Creating a value bridge, which maps EBITDA at entry to projected exit EBITDA, typically takes around two hours when done manually. With AI tools, the exercise produces the same or more sophisticated results in roughly five minutes. For our investment team, building AI-assisted value bridges and other models has already become a routine practice.
Although we are still in the early days and not every workflow is ready for full automation, the direction is unmistakable - artificial intelligence will fundamentally improve how firms source deals, run due diligence and track portfolio performance.
We estimate that AI-assisted due diligence alone could reduce time spent by around 30–40%, potentially freeing up 10 hours a week per team member. Multiply that across a team of analysts over a full year, and the cumulative effect on output and coverage is substantial.

Currently, AI excels at speeding up repetitive tasks: document analysis and summarisation, day-to-day communication support and, to a degree, financial modelling. Automating data structuring and formatting gives the team more room for interpretive work like stress-testing assumptions and evaluating risk.
In deal sourcing, AI systems are scanning market data at scale, identifying patterns across vintages and surfacing opportunities that manual screening would likely miss. This faster pattern recognition carries real economic weight as access and timing are among the strongest determinants of fund performance.
Moonfare is particularly focused on bringing AI into sourcing mid-market opportunities. The sheer number of managers, the fragmentation and the reliance on personal relationships make full coverage nearly impossible without it. In practice, that means building tools that track manager timelines, alert us when managers come to market and scan social networks to find warm introductions.The same infrastructure extends to direct deal screening, where AI helps surface and evaluate VC opportunities at a pace and scale that manual processes simply cannot match.
Over time, our ambition is to build a series of connected AI agents, each responsible for a distinct stage of the investment process.
Further along the investment chain, AI has already helped compress competitor analysis and internal financials review from weeks to days. Firms are training generative AI on prior IC materials to produce first-draft investment summaries that teams can then refine. PwC's benchmarking places productivity gains on these diligence tasks at 35–85%.¹
The benefits reach beyond deal selection. In portfolio monitoring, firms are adding generative AI to their data platforms to track qualitative inputs more consistently, moving from static reporting toward continuous, multi-dimensional tracking.
Over the next five years, AI is expected to connect sourcing, diligence, value creation and exit into a continuous feedback loop.
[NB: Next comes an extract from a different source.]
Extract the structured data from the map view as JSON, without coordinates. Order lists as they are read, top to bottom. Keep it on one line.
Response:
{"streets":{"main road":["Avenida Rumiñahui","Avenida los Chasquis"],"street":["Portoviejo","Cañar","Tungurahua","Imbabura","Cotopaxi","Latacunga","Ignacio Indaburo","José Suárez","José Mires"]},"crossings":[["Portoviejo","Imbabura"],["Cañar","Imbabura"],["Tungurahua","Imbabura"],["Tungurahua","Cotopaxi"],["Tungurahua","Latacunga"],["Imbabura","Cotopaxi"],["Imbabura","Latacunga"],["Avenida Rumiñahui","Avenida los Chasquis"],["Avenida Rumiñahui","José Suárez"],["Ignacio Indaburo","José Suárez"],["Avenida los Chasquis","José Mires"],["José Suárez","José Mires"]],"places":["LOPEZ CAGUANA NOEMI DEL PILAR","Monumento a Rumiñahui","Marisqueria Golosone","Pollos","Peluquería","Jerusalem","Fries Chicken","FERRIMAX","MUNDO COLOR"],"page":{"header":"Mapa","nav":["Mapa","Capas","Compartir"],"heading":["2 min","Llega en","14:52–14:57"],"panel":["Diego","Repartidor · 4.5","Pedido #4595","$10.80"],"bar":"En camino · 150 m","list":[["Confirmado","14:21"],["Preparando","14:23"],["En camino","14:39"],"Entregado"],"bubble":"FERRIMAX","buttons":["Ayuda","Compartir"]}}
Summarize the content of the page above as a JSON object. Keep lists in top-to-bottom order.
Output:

Every data point, from a term sheet to a board deck, will sharpen how a firm underwrites future deals.
AI agents will monitor markets in real time, flagging competitive threats and surfacing growth opportunities as they emerge. According to a 2025 survey by Pictet, over 60% of respondents already attribute revenue increases at portfolio companies to AI.² Firms are increasingly underwriting AI-driven value creation at entry rather than treating it as discretionary upside. AI is becoming part of the investment thesis itself.
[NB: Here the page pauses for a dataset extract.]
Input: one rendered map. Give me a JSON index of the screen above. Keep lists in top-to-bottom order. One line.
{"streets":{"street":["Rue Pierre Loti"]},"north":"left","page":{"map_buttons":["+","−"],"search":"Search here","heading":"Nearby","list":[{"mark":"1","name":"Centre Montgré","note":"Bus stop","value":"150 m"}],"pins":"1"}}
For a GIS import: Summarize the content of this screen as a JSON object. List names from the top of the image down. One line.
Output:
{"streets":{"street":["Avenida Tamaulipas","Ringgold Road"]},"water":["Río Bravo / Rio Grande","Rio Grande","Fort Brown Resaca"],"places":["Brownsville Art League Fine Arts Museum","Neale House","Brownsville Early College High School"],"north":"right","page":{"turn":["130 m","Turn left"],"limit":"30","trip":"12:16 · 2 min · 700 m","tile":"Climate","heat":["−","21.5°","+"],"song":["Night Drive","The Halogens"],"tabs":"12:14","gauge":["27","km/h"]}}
For all the momentum, real constraints remain. Data quality is a persistent issue. Investment data is often scattered across platforms and stored in inconsistent formats, which limits the scope of what AI can produce.
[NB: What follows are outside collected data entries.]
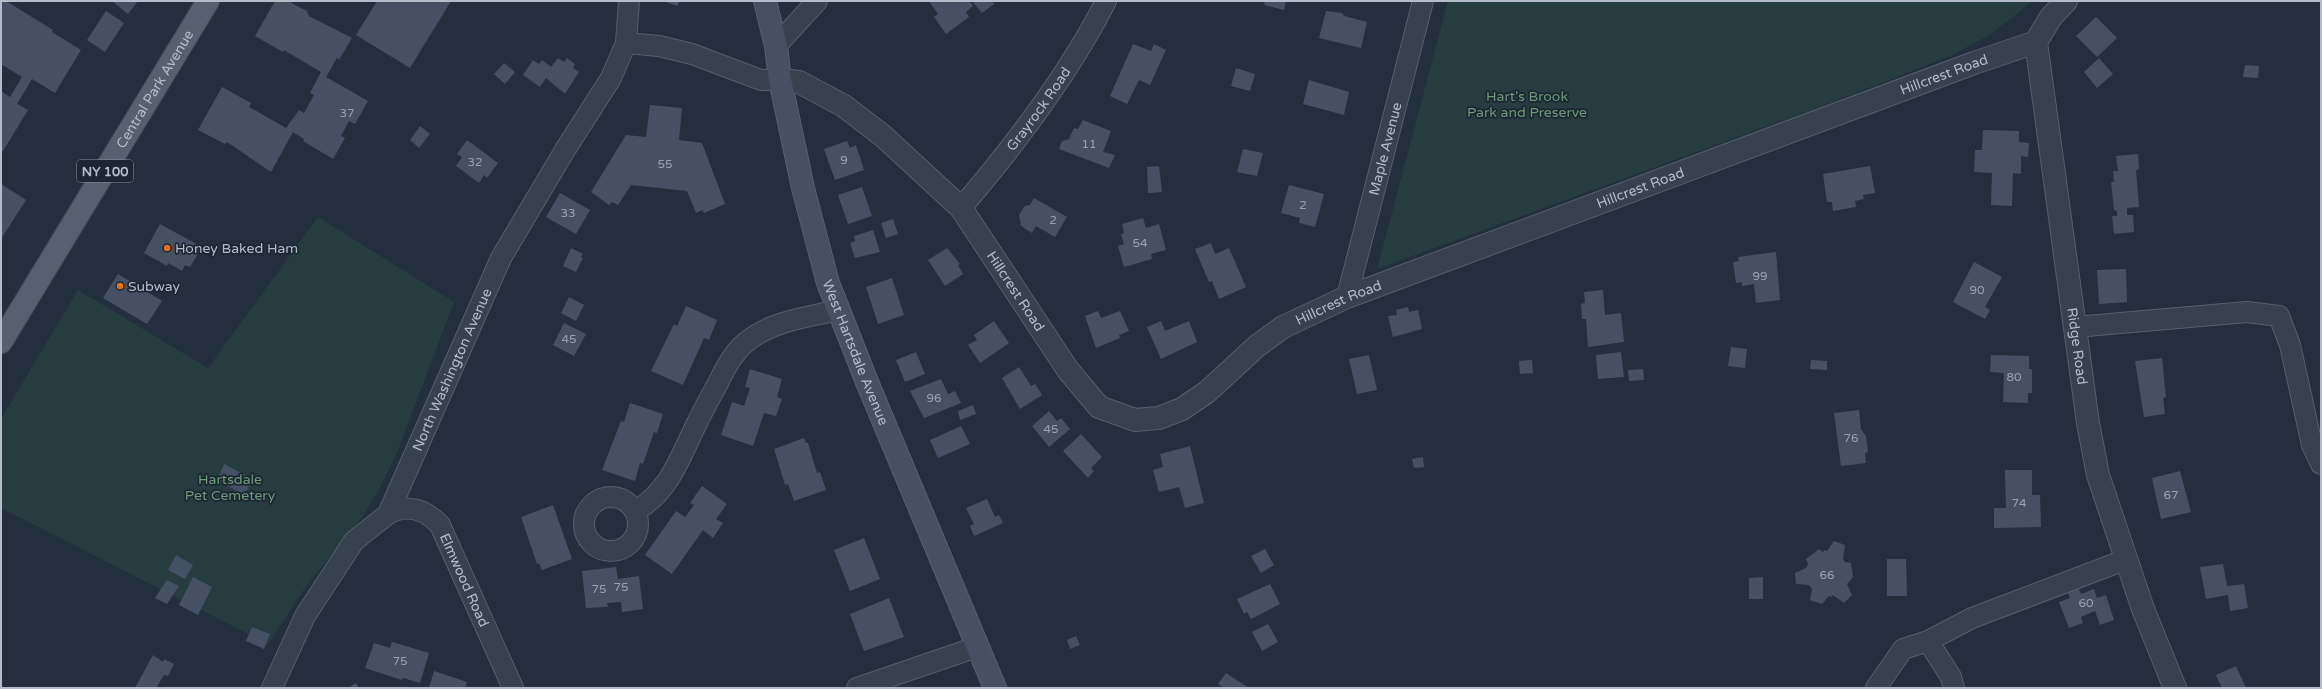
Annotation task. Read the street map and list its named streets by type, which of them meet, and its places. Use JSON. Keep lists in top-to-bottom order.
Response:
{
  "streets": {
    "main road": ["Central Park Avenue", "NY 100", "West Hartsdale Avenue"],
    "street": [
      "Hillcrest Road",
      "Grayrock Road",
      "Maple Avenue",
      "Ridge Road",
      "North Washington Avenue",
      "Elmwood Road"
    ]
  },
  "crossings": [
    ["Hillcrest Road", "Grayrock Road"],
    ["Hillcrest Road", "Maple Avenue"],
    ["Hillcrest Road", "Ridge Road"],
    ["Hillcrest Road", "West Hartsdale Avenue"],
    ["North Washington Avenue", "Elmwood Road"]
  ],
  "parks": ["Hart's Brook Park and Preserve", "Hartsdale Pet Cemetery"],
  "places": ["Honey Baked Ham", "Subway"],
  "house_numbers": [
    "37",
    "11",
    "9",
    "32",
    "55",
    "2",
    "33",
    "2",
    "54",
    "99",
    "90",
    "45",
    "80",
    "96",
    "45",
    "76",
    "67",
    "74",
    "66",
    "75",
    "75",
    "60",
    "75"
  ]
}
The even deeper challenge is governance. When AI touches the investment process, firms need clear frameworks for where automation ends and human accountability begins.
At Moonfare, we are deliberate about where that boundary sits. It’s humans who handle everything that requires judgment: reading across due diligence, interpreting what a manager says and doesn't say or weighing conflicting signals from the market. The Investment Committee makes the final decision, and it will remain entirely human.
Ultimately, the winners will be firms that adopt AI fully but keep human judgment at the centre. However, getting that balance right may prove as consequential as the technology itself.